Forced-Labor Aluminum Foiled, Daily Brief July 11, 2024

Daily Brief, July 11, 2024.

Transcript

Today we’ve got good news, bad news, and some hope for progress – and it’s all about aluminum.

Regular readers may recall our story from earlier this year, when we looked at the connection between aluminum in cars and forced labor in China’s northwestern region of Xinjiang.

Aluminum is a key element in the manufacture of cars. The metal and its alloys are used in dozens of automotive parts, from engine blocks and vehicle frames to wheels and components of electric batteries. These parts are found in cars made in China, and they’re also exported to carmakers globally.

One key source of this aluminum in China is Xinjiang, where its production has grown massively in recent years. 

Aluminum producers in Xinjiang, like many industries in the region, participate in Chinese government-backed forced labor programs. That’s the system of forced labor that coerces Uyghurs and other Turkic Muslims into jobs. It’s just one disturbing part of the Chinese government’s extensive repression in Xinjiang, which includes crimes against humanity.
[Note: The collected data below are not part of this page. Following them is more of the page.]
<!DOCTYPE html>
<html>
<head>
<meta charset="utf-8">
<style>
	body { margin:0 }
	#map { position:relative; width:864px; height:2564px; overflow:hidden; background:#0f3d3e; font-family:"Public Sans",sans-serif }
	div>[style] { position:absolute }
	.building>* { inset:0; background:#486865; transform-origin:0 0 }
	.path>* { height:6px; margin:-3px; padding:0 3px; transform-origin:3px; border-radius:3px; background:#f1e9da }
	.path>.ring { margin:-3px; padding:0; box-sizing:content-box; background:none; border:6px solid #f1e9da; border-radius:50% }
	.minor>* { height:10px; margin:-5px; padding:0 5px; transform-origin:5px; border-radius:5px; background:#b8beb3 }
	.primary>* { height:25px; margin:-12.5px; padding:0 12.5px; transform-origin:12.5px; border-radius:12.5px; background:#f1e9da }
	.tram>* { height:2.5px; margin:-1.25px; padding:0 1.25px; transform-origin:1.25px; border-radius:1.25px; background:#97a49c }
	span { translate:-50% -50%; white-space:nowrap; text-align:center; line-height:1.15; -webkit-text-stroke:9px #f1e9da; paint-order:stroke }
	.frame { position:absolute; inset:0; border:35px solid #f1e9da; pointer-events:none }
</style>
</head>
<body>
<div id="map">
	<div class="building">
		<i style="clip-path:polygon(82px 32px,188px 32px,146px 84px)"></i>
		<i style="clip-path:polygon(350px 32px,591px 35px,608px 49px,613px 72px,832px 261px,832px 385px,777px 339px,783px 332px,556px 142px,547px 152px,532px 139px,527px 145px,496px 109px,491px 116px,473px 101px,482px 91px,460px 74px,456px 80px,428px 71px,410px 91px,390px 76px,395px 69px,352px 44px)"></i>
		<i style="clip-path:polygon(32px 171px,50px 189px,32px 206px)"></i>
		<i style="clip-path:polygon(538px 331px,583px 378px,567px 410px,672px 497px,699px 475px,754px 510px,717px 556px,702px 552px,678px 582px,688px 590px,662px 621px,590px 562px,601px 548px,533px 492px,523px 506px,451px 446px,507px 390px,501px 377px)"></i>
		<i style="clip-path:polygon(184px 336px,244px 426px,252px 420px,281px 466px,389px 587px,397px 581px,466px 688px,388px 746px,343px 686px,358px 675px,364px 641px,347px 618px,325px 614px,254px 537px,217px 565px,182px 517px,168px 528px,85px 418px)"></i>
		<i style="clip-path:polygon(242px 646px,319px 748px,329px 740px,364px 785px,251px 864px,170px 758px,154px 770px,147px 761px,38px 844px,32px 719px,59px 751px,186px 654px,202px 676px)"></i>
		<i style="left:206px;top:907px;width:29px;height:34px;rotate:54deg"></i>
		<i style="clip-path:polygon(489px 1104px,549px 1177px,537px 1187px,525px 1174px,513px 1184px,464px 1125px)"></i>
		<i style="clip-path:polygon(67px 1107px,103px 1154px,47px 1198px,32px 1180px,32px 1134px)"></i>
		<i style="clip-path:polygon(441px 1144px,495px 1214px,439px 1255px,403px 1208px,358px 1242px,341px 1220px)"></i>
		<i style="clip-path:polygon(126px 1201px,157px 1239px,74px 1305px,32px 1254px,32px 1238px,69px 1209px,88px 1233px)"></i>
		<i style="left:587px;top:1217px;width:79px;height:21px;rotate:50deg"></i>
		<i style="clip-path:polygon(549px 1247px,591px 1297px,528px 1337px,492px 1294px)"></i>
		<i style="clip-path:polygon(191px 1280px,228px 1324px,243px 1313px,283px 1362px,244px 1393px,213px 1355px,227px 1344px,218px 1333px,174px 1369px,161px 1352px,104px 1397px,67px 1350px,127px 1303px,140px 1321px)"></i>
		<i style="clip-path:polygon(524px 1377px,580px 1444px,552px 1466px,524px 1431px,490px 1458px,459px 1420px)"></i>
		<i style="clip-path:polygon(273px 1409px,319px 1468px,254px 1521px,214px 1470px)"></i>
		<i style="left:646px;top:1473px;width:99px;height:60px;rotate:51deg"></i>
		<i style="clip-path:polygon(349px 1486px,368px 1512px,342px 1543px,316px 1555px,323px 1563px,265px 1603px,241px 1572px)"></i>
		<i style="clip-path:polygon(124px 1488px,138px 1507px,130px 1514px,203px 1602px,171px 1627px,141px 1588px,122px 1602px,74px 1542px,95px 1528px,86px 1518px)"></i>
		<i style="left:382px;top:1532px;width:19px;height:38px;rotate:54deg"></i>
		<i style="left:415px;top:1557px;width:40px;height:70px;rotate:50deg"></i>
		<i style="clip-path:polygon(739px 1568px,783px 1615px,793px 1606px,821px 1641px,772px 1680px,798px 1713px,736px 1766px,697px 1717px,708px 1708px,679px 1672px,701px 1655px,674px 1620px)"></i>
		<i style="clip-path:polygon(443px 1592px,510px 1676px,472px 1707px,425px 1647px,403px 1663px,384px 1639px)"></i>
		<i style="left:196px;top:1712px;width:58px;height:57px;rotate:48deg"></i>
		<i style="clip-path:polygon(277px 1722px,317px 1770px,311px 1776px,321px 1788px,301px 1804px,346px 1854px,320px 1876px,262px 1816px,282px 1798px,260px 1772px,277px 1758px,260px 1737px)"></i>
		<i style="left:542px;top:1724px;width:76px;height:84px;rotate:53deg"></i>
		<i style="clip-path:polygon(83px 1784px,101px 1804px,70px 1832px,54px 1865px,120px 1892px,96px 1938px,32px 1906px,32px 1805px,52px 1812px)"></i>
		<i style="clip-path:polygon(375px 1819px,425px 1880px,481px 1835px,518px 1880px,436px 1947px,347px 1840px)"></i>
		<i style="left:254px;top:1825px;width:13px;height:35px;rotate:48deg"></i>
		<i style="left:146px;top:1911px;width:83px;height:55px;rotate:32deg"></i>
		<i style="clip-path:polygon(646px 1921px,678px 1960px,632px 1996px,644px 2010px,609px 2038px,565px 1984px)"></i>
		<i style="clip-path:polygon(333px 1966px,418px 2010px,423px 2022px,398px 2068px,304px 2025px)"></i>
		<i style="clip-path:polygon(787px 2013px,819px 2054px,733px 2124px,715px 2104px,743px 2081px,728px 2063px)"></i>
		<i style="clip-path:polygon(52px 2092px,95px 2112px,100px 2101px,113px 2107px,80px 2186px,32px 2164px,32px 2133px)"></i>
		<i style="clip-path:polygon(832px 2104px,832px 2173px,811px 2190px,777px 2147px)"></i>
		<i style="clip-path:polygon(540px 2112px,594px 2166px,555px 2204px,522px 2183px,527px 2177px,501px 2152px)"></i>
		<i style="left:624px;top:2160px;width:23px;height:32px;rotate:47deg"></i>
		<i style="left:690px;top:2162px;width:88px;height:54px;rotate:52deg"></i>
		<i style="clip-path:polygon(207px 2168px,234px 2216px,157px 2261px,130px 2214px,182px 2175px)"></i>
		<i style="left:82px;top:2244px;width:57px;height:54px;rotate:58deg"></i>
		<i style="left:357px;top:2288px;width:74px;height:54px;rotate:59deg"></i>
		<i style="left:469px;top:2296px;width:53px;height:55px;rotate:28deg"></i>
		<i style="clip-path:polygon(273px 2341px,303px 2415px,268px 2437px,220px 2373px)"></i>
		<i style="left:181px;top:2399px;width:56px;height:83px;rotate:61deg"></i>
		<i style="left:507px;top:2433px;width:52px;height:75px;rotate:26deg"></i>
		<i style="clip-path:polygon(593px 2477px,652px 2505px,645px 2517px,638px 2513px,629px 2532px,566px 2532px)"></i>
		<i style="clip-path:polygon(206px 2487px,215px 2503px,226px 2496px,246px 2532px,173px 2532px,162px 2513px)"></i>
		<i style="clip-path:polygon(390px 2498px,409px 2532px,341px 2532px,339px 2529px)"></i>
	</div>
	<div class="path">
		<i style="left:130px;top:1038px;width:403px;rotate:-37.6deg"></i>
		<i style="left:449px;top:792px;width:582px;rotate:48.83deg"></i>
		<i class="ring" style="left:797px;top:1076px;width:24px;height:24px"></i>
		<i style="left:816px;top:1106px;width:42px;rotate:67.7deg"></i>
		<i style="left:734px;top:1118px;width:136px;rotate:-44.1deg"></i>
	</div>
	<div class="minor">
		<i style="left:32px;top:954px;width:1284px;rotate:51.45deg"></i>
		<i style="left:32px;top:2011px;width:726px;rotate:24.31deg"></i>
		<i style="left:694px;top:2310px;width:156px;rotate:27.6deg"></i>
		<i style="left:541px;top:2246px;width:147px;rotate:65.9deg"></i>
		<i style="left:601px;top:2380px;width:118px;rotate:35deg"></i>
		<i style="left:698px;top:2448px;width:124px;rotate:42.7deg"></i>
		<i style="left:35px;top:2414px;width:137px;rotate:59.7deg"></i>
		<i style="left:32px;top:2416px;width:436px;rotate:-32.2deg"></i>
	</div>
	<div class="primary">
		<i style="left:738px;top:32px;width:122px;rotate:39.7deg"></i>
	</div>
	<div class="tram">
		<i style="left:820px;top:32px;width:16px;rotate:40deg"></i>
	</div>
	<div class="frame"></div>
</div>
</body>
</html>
But it is a part of the abuses in Xinjiang that other countries can surely do something about. Governments overseeing large car markets around the world have leverage here.

The good news is, this week, the United States government took a welcome step in this direction. The US has added aluminum to its list of priority sectors for the enforcement of the Uyghur Forced Labor Prevention Act. The law aims to block items made in Xinjiang with state-imposed forced labor from entering the US market. 
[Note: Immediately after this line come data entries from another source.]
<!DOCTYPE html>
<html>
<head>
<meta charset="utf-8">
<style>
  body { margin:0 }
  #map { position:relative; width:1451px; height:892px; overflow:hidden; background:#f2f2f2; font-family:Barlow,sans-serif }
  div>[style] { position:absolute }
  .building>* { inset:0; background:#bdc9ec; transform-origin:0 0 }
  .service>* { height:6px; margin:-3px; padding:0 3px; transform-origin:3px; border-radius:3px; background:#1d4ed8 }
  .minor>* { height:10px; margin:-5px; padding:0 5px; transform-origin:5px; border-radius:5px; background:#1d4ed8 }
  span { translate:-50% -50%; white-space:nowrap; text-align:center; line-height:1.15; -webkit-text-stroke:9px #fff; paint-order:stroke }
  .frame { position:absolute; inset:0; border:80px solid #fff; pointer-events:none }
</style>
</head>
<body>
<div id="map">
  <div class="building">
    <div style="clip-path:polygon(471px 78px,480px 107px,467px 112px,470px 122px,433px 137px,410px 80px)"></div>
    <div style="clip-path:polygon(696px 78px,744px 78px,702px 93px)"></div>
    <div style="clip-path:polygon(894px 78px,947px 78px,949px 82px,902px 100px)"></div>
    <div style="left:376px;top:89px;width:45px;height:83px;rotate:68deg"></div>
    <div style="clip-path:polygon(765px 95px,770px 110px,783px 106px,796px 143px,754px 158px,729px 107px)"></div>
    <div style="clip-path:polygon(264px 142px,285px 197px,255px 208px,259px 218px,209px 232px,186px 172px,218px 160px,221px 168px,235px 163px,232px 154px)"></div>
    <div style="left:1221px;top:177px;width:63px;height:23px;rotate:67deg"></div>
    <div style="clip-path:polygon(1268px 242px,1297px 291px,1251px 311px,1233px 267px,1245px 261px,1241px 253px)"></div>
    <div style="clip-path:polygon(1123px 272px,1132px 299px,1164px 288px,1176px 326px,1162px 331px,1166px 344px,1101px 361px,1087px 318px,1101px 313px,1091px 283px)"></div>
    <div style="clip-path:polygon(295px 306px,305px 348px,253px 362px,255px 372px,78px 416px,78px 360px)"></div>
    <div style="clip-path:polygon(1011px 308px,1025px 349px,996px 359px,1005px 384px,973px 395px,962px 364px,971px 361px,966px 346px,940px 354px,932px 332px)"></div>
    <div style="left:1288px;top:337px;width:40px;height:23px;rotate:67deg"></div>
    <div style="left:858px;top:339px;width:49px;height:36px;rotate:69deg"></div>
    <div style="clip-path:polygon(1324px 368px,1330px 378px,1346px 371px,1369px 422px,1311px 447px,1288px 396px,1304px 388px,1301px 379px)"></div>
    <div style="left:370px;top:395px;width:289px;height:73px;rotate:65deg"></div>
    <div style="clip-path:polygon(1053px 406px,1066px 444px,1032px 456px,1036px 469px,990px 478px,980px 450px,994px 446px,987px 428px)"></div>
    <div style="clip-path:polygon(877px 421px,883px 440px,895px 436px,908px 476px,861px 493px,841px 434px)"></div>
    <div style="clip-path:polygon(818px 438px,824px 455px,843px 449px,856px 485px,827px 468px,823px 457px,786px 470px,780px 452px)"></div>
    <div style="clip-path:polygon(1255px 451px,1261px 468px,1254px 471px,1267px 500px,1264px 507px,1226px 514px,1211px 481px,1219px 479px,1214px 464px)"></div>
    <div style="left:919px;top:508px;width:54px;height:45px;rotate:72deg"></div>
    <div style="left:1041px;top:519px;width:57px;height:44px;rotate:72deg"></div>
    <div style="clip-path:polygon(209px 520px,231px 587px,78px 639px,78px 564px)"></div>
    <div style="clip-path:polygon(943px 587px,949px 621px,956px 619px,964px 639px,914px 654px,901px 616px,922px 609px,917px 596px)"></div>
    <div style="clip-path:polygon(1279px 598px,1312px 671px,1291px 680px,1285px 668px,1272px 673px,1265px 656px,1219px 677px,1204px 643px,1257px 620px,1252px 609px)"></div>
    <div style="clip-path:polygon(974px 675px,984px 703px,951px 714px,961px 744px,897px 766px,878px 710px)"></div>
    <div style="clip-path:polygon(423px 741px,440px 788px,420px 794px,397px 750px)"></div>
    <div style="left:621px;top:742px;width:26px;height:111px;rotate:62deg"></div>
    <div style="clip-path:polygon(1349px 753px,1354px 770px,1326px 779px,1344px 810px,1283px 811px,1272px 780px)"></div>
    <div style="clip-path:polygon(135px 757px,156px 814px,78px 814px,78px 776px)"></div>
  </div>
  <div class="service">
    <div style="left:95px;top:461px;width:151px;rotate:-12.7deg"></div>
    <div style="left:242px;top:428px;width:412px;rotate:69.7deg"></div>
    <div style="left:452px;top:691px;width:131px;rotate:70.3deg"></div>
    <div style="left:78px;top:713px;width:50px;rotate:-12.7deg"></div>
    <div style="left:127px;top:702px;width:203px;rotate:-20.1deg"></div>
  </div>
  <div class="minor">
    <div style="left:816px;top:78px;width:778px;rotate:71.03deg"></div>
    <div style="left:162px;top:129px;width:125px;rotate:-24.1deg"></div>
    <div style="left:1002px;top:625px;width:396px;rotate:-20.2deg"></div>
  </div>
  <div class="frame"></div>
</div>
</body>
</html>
The decision will likely have a significant impact on how car companies source their parts for cars they sell in the massive US market. Because they need to assume anything aluminum coming from Xinjiang could be tainted by forced labor, they’re going to have to rethink where they get their parts from. 

The bad news is, the other major consumer market in the world – the European Union – has been slower to address forced labor in Xinjiang. The EU has put tariffs on electric cars, but that has nothing to do with human rights; it’s an economic security measure.
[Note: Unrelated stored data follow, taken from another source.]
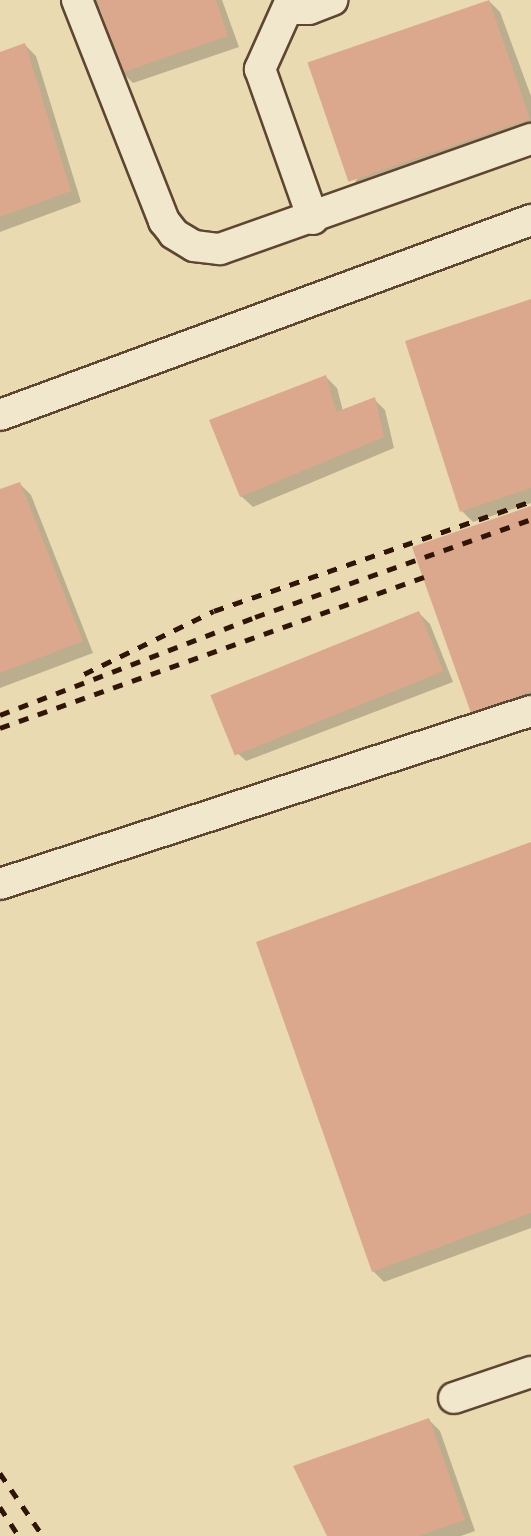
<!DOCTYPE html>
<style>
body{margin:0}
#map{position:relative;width:531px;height:1536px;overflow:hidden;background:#e9dab2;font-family:Alegreya,serif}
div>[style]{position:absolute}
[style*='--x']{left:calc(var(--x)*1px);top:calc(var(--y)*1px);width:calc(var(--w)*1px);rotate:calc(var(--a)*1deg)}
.shadow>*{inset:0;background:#0003}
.building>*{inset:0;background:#dba88e;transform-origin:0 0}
.roads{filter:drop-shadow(2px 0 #5e4631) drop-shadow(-2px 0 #5e4631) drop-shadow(0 2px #5e4631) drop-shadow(0 -2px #5e4631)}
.minor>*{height:30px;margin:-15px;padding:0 15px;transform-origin:15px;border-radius:15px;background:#f1e7cd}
.rail>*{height:4.5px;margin-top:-2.25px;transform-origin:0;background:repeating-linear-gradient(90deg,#301506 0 10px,transparent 0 20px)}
span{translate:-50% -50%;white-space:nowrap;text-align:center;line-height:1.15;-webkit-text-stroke:5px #f1e7cd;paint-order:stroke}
</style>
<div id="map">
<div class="shadow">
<i style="clip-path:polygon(82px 0,222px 0,239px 47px,133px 83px,122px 72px,102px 10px,94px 14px)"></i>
<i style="clip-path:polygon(489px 1px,500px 12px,531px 96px,531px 134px,367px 194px,355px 182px)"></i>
<i style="clip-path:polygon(25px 45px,36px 56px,81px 202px,0 232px,0 54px)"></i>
<i style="clip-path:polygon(531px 300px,531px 503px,473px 522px,462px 511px)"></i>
<i style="clip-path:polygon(326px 377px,337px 388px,343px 411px,374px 399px,385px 410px,394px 448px,253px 507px,241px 496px)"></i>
<i style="clip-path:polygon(20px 484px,31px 495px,93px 653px,0 688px,0 491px)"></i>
<i style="clip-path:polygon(531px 508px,531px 706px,483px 723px,472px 712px)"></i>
<i style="clip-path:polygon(419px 613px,430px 624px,453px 682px,246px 761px,234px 750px)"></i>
<i style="clip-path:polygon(531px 843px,531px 1228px,384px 1282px,373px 1271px)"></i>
<i style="clip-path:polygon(429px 1420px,440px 1431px,475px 1531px,461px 1536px,329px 1536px)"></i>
</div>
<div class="building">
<i style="clip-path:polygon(97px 0,216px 0,228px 36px,121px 73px)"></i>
<i style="left:489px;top:0;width:126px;height:192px;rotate:71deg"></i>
<i style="clip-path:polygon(25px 43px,71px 191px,0 217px,0 52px)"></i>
<i style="clip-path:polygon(531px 299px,531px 488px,460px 512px,405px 341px)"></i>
<i style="clip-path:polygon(326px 375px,336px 412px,375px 397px,384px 437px,240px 497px,209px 420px)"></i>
<i style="clip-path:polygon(20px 482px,83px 641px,0 673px,0 489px)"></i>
<i style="clip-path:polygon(531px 506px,531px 691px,471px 713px,412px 547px)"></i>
<i style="left:419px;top:611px;width:65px;height:225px;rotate:68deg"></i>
<i style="clip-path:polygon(531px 842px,531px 1213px,372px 1272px,256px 942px)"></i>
<i style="clip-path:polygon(429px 1418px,465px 1520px,419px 1536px,327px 1536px,293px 1466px)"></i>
</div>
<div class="roads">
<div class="minor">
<i style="--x:77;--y:0;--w:238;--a:68.5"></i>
<i style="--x:164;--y:221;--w:16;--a:52"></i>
<i style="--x:174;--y:234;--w:23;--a:31"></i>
<i style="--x:194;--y:246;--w:26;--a:7"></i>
<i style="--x:220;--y:249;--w:330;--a:-19.5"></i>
<i style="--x:291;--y:0;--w:76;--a:114.2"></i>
<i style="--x:260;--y:69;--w:159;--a:70.5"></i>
<i style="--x:289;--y:9;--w:20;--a:0"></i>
<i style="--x:309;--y:9;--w:25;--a:-21"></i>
<i style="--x:0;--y:415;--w:566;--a:-20.16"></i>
<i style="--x:0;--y:884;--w:558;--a:-18.05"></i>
<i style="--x:454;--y:1398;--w:81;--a:-18.7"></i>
</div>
</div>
<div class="rail">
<i style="--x:84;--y:674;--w:144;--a:-25.9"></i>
<i style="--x:214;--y:611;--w:336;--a:-19.1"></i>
<i style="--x:0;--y:715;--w:273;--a:-21"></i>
<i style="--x:255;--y:617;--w:293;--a:-19.5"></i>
<i style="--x:0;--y:728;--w:451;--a:-19.6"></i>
<i style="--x:0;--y:1473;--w:76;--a:55.7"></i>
<i style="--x:0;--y:1507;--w:35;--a:57"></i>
</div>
</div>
However, we could see change for the better soon. The EU is one step away from adopting the Forced Labor Regulation (FLR), a law that aims to prevent EU consumers from buying goods produced with forced labor anywhere in the world. 

Before it’s implemented, the European Commission will publish an online database on specific geographic areas and sectors where forced labor is a risk, including regions where state authorities impose forced labor. It’s essential they put Xinjiang and the aluminum sector on that list, along with more than 17 industries associated with state-imposed forced labor there.

Hopefully, with so much pressure from major consumer markets around the world and automakers required to source their products more responsibly, the Chinese government will feel the pinch and roll back its forced labor program in Xinjiang. That’s the goal.